= Wess'Har =

The Wess'har Wars series is a six-book science fiction novel series written by author Karen Traviss and is set several hundred years in the future. It involves humanity's contact with a number of alien species with conflicting interests and beliefs, while her central character, Shan Frankland, is caught in the middle of a coming conflict. The series has a focus on environmental impact.
All six novels were published by Eos, an imprint of HarperCollins: City of Pearl, Crossing the Line, The World Before, Matriarch and Ally (formerly Task Force). The last book of the series, Judge was released on March 25, 2008.

==Volumes==
- City of Pearl (2004)
- Crossing the Line (2005)
- The World Before (2005)
- Matriarch (2006)
- Ally (formerly Task Force) (2007)
- Judge (2008)

==Featured alien species==

- Bezeri: first seen in City of Pearl. The bezeri are native to the planet Bezer'ej in the Cavanagh's Star system. They are aquatic creatures whom humans liken to squid. They communicate primarily by bioluminescence. Living underwater and thus without access to fire, their technology is at the Neolithic level, although with some biotechnology based on selective breeding; the latter has allowed them to build "podships" for faster underwater travel, and for hurling small numbers of explorers out of the water to investigate (briefly) what they term the "Dry Above".
- Wess'har: first seen in City of Pearl. Humanoid in appearance, with heads that humans liken to seahorses and with distinctive four-lobed pupils. Their sense of smell is more acute than that of humans, and pheromonal signals play a greater role in their interactions. Their culture is matriarchal, with matriarchs establishing a hierarchy through emission of the jask pheromone. In their ethical system, motive is considered irrelevant when judging the rightness of actions; only outcomes are considered important. Ecological balance is a primary value of wess'har society; they take great pains to minimize their environmental footprint and do not consider sentient creatures to have more rights than nonsentient ones.
The wess'har that the Earth expedition first encounters have been living on Wess'ej, Bezer'ej's moon (itself a fully habitable world), for thousands of years, following the philosophy of the thinker Targassat, who believed in the supreme importance of non-intervention in the affairs of other species except in extreme cases. In The World Before they meet wess'har from Eqbas Vorhi ("The World Before"), the species' homeworld five light-years from Cavanagh's Star. The eqbas believe in unsolicited intervention to preserve planetary ecologies and have done so many times. They consider the Wess'ej wess'har to be agrarian primitivists, even though wess'har technology is fantastically advanced compared to humanity's.
Isenj: first seen in City of Pearl. The isenj are native to the planet Umeh in the Cavanagh's Star system; they also live on Umeh's habitable moon Tasir Var, and once had colonies on Bezer'ej and possibly worlds in other star systems. Humans liken them to spiders, although they have more than eight legs, and their primeval ancestors appear to have occupied an ecological niche similar to that of termites on Earth. They possess a genetic memory which lets them remember the experiences of their ancestors, and which has profound effects on their psychology and culture. Talented engineers, the isenj have constructed an interstellar instantaneous communication network, based on quantum mechanical principles, which humans refer to as "ITX". They are either unable or unwilling to control their population growth, to the extent that at the time of the novels, Umeh's land area has been completely urbanized with the only other life present on the planet being food organisms grown industrially.
Ussissi: first seen in City of Pearl. The ussissi co-evolved with the wess'har on Eqbas Vorhi and expanded into space with them. Humans liken them to meerkats or ferrets in appearance. The ussissi play many support roles in both wess'har cultures and are especially valued as interpreters, as they are talented mimics of alien sounds and excel at learning languages.
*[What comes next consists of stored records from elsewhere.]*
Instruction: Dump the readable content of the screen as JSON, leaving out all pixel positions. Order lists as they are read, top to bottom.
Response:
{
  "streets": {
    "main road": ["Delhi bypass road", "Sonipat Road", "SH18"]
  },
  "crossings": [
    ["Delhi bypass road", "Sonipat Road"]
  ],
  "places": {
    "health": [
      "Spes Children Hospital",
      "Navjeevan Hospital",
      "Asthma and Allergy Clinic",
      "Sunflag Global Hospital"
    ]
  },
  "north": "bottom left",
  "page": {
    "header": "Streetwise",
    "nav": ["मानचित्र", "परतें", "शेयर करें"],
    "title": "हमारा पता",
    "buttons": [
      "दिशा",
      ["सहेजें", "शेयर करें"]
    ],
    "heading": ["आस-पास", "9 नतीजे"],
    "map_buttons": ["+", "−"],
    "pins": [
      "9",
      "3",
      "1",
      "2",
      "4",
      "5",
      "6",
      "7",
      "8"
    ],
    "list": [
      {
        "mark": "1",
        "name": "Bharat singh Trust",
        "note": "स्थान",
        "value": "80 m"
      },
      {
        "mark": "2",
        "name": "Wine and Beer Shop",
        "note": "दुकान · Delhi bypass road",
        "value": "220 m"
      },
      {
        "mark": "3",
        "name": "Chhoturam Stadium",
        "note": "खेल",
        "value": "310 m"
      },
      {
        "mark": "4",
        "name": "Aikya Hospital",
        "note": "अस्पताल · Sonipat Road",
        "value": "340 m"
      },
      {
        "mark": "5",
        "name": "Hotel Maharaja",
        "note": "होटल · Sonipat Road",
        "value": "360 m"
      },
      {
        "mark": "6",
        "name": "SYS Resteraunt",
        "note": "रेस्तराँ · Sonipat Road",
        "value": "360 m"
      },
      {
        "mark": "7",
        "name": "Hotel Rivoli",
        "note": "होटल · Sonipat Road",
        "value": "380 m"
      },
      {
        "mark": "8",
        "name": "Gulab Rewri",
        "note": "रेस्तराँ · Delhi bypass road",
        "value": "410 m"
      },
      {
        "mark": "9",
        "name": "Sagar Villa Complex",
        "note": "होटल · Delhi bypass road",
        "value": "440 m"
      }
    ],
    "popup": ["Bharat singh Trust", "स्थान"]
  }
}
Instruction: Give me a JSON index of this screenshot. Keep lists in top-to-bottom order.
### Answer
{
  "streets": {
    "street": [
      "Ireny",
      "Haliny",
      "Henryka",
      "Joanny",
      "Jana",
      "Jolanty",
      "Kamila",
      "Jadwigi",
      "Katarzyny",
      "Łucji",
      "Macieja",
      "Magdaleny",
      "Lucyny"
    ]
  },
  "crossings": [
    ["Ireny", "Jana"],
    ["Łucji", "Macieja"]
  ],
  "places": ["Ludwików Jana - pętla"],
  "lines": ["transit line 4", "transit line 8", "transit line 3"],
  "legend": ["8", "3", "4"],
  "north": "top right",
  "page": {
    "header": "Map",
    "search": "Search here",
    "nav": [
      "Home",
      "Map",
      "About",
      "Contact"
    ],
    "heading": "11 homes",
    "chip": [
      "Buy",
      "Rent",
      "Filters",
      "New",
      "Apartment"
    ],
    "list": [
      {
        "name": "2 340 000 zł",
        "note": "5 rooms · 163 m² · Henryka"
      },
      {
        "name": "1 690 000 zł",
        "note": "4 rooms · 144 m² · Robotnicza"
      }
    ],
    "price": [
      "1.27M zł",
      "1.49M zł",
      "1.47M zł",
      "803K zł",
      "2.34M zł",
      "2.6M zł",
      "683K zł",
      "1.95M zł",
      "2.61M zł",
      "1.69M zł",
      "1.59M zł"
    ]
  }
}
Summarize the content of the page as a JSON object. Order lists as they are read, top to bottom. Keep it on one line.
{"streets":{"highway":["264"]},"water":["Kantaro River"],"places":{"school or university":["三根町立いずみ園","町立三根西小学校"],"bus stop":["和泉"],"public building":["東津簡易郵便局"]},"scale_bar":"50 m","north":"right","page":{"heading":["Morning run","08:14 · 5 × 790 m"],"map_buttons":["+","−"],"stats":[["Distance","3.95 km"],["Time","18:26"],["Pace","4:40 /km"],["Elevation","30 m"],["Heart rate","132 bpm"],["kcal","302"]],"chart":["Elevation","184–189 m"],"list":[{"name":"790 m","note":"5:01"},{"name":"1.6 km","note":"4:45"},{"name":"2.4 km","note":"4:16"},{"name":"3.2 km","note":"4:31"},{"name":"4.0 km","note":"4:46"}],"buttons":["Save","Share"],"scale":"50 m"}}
In the Cavanagh's Star system the ussissi pilot spacecraft between the inhabited worlds, and also between Umeh's continents and Tasir Var.
Skavu: first seen in Ally. The skavu are native to the planet Garav, about four light-months away from Cavanagh's Star. Garav was the subject of a rather bloody eqbas ecological intervention, and the surviving skavu are fanatical about preserving ecological balance to the point of cheerfully slaughtering entire populations to bring it about. Humanoid in form, humans liken their features to a mix of iguanas and seals.
C'naatat: first seen in City of Pearl. C'naatat is a microscopic organism native to Bezer'ej, which, when it infects other species, forms a symbiotic relationship that grants many powerful traits to the host organism: aging stops, wounds heal very quickly, and adaptation to many different extreme environments becomes possible. This results in the host being virtually immortal and unkillable except by being blown to pieces with explosives. C'naatat strains can transfer biological traits of the organisms they have passed through to their new hosts (for example, granting the ability to emit wess'har pheromones, bezeri bioluminescence, or a shared memory like that of the isenj). The organism is also able to defend itself from attempts to remove it from a host – it improvises countermeasures that render the removal attempt ineffective.